Although clearly, in my opion, a letter transmitted by e-mail meets the "written" requirement, who knows, some judge may disagree. To be safe about the 30-day notice, print the letter out and hand it to him.

ScottGem
Feb 5, 2013, 05:51 PM
If I understand you this is an owner occupied private home with one other unit that is being shared. If so, the law you cite doesn't apply and since you didn't wrote a letter within 39 days of moving in, I believe you lost your window of opportunity.

Check this with your real estate attorney friend. I'm not saying to not proceed with your stated course of action, but be aware that the law you are citing may not support your use of it.

Thisismiller3
Feb 6, 2013, 12:20 PM
Thanks again for responses.
The law Im citing can be found on page 12 of the NJ tenancy rights http://www.lsnj.org/pdfs/tenantsrightslsnjorg.pdf at this link,
It states that if the landlord does not notify the resident in writing which bank the deposit in , then the tenant has the right to elect to use it for rent.

Are you saying that because I didn't write the letter 30 days until my moveout date that I lost my window? Or that I will be resposible for prorated rent for the days into the coming month?
Yes it is an owner occupied home, with two renters, and a freeloading girlfriend with an IQ about as high as her height in inches.

I will print the letter to cover my bases, thanks!

I spoke with my landlord last night, and he insists that the occupancy definition is solely in reference to guests of renters. I contend that as a corollary by defining a an occupant he has reinforced the definition of occupancy and since the utilities must be shared equally according to occupancy, they must use the definition set out by the agreement and not by the number he chooses. Any thoughts?

AK lawyer
Feb 6, 2013, 12:26 PM
It could be that the lease doesn't define the term with respect to the lessor's guests, but then a court would have to interpret the lease to acertain how the shared cost of utiltities is intended to work if the LL has guests. In other words, if the document doesn't define it, one has to use a common-sense approach. Withouit reading the lease, I suspect that a court would rule in your favor.

ScottGem
Feb 6, 2013, 01:52 PM
Are you saying that because I didnt write the letter 30 days until my moveout date that I lost my window? Or that I will be resposible for prorated rent for the days into the coming month?
Yes it is an owner occupied home, with two renters, and a freeloading girlfriend with an IQ about as high as her height in inches.
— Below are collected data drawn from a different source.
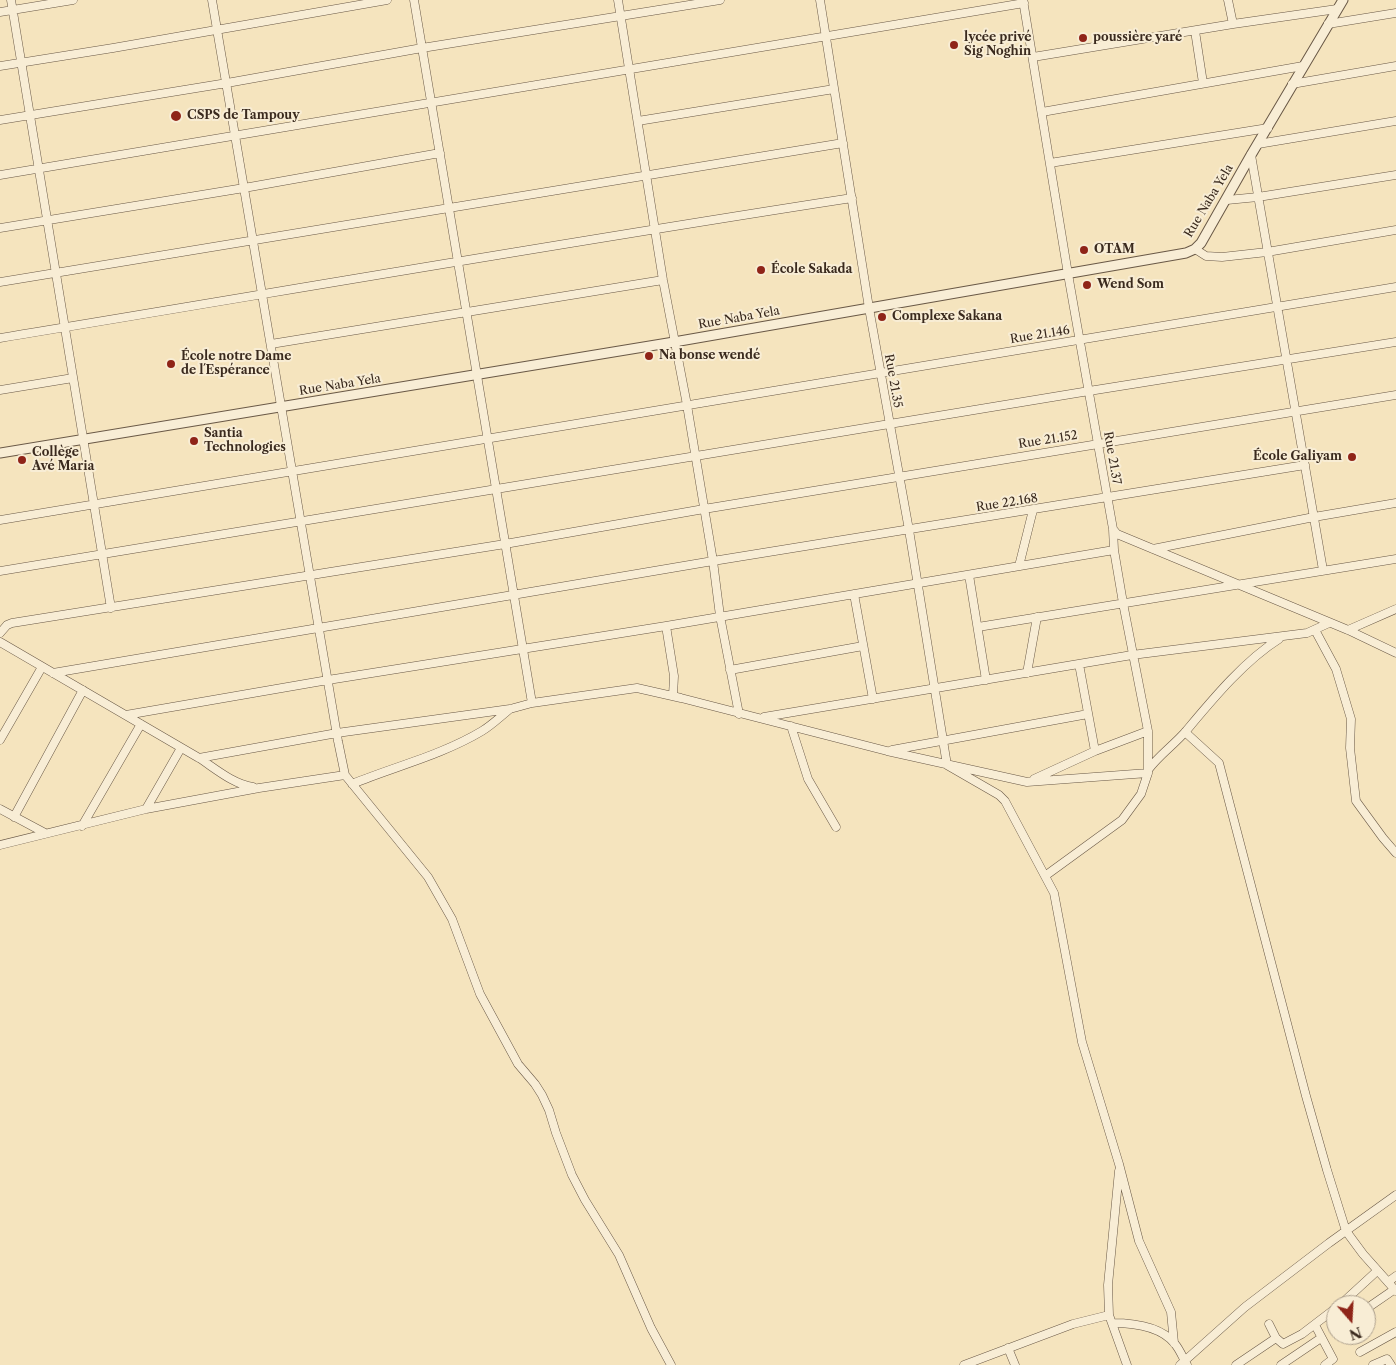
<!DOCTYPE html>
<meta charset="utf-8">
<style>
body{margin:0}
#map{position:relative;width:1396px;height:1365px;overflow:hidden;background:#f5e4be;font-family:"Libre Caslon Text",serif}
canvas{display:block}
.north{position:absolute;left:1326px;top:1295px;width:50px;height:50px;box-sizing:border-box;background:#f8edd5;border:1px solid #ac9f8c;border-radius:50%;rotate:161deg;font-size:14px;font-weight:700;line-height:20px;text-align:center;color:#3a2a1e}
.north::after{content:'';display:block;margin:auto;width:18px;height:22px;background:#8f2418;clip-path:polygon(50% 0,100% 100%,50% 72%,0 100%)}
</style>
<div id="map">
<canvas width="1396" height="1365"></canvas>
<div class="north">N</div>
</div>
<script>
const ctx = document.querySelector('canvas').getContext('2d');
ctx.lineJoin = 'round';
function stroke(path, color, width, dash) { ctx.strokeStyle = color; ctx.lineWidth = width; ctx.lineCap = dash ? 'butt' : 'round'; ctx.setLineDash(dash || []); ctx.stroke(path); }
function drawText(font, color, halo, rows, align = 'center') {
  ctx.font = font + ' "Libre Caslon Text",serif'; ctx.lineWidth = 4; ctx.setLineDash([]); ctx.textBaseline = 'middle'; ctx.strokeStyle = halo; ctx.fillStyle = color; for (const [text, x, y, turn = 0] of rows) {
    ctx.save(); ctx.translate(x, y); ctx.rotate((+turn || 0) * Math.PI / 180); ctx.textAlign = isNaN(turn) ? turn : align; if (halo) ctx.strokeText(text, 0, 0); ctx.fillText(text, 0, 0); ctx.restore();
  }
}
const minor = new Path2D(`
 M11,0L111,608
 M212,0L338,741L345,775L428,877L452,919L480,994L518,1064L535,1084L542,1095L549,1110L556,1133L572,1175L585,1200L619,1255L651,1328L671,1365
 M414,0L532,703
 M618,0L663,280L687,405L713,561L720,616L739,714
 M820,0L869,308L909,530L947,765L999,795L1005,801L1054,893L1082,1042L1119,1164L1139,1241L1171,1312L1174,1343
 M1023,0L1068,274L1113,529L1114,550L1123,603L1148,731V773L1141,794L1122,820L1045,876
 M1228,0L1233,24
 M0,12L73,0
 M1328,24L1396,13
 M1195,31L1203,83
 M1033,57L1233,24L1337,9
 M0,66L113,48L387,0
 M1292,84L1396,66
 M1042,112L1303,66
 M0,120L227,83L422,48L720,0
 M638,121L834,89
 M1258,144L1396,121
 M1251,155L1323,570
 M1050,163L1268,128
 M0,175L1024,3
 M1227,200L1258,197L1396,175
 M0,228L244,188L440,153
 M1195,249L1206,256L1222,257L1267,252L1396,230
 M0,282L843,143
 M0,338C284,291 567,242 852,198
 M271,344L663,280
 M0,390L73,378
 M0,520L1396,287
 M1113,529L1117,534L1348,630L1396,653
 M1153,549L1314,517L1396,503
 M1019,566L1033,510
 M0,571L1089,391L1396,342
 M969,575L986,680
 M854,594L873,699
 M666,626L674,676L673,696
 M978,627L1396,559
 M1315,630L1336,669L1351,719L1350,748L1356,801L1383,838L1396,853
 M1348,630L1396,609
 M0,633L7,625L12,623L505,544L704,509L1396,395
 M0,642L199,758C216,769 233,784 253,787
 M1079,664L1095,751
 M730,670L863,646
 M53,673L713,561L1305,465
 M1027,673L1037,617
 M126,715L328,680L666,626L1114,550
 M764,717L1132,655L1307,633L1329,623
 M791,726L808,779L836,827
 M1185,732L1219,763L1306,1096L1327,1170L1346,1231L1363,1254L1396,1291
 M0,740L42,667
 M892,750L1088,714
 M199,758L337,733L510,709L532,703L637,688L681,698L887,751L1027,782L1148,773
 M1148,770C1159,755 1174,745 1186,731C1212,700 1244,661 1279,639
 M1034,779L1095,751L1148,731
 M352,784C396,766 442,755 482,731C492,725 501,716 510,709
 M0,809L45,833
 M146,809L181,748
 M14,817L83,690
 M82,826L141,724
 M0,845L146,809L259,788L345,775
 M1119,1171L1108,1285L1109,1315L1127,1365
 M1388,1282L1396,1276
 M1340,1305L1377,1271
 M1366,1309L1395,1289
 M1112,1323C1133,1323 1161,1326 1175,1344C1180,1350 1183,1358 1187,1365
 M1269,1324L1276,1338L1283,1344L1302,1334L1336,1308
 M1315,1325L1333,1359L1325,1365
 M1008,1348L1015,1365
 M1360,1352L1396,1332
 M964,1365L1073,1324L1109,1315
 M1180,1365L1245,1307L1329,1243L1396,1195
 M1236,1365L1276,1338
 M1281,1365L1321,1338
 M1373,1365L1387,1359L1391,1365`);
const tertiary = new Path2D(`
 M0,453L674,342L1186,253L1195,249L1201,243L1251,155L1343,0`);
stroke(minor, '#695846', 9);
stroke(tertiary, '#695846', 11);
stroke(minor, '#f8edd5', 8);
stroke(tertiary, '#f8edd5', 9);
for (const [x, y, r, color] of [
 [1083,38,5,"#8f2418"],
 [954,45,5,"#8f2418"],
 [176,116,6,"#8f2418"],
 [1084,250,5,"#8f2418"],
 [761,270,5,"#8f2418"],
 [1087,285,5,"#8f2418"],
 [882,317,5,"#8f2418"],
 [649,356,5,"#8f2418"],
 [171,364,5,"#8f2418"],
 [194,441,5,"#8f2418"],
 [1352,457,5,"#8f2418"],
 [22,460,5,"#8f2418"]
]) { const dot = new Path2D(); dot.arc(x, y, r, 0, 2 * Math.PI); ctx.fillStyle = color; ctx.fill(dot); stroke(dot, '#f8edd5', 2); }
drawText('bold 12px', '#3a2a1e', '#f8edd5', [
 ["lycée privé",964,38],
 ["Sig Noghin",964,52],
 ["poussière yaré",1093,38],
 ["CSPS de Tampouy",187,116],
 ["OTAM",1094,250],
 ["École Sakada",771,270],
 ["Wend Som",1097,285],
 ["Complexe Sakana",892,317],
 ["Na bonse wendé",659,356],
 ["École notre Dame",181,357],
 ["de l´Espérance",181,371],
 ["Santia",204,434],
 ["Technologies",204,448],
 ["Collège",32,453],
 ["Avé Maria",32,467],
 ["École Galiyam",1342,457,"right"]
], 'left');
drawText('12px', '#3a2a1e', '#f8edd5', [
 ["Rue Naba Yela",1209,201,-59],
 ["Rue Naba Yela",739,318,-10],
 ["Rue 21.146",1040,335,-9],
 ["Rue 21.35",893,381,80],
 ["Rue Naba Yela",340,385,-9],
 ["Rue 21.152",1048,440,-9],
 ["Rue 21.37",1112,458,80],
 ["Rue 22.168",1007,503,-9]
]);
</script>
I'm saying that the law you are citing does not apply to an owner occupied dwelling with 2 or less units. But that law could be made applicable if the renter sends a letter within 30 days of giving the deposit stating that it is applicable. You didn't do that from what I gather. So you may have lost that ability. This is the actual text of the law:

46:8-26. Application of act
The provisions of this act shall apply to all rental premises or units used for dwelling purposes except owner-occupied premises with not more than two rental units where the tenant has failed to provide 30 days written notice to the landlord invoking the provisions of this act.

The thing that is unclear here is what the 30 day period is. It could be 30 days prior to the period where you want to the deposit to be used. In which case you are good. Or it could be 30 days from move in. I'll admit I'm not sure, it could go either way.

In terms of your definition of occupancy, I think a court will side with you.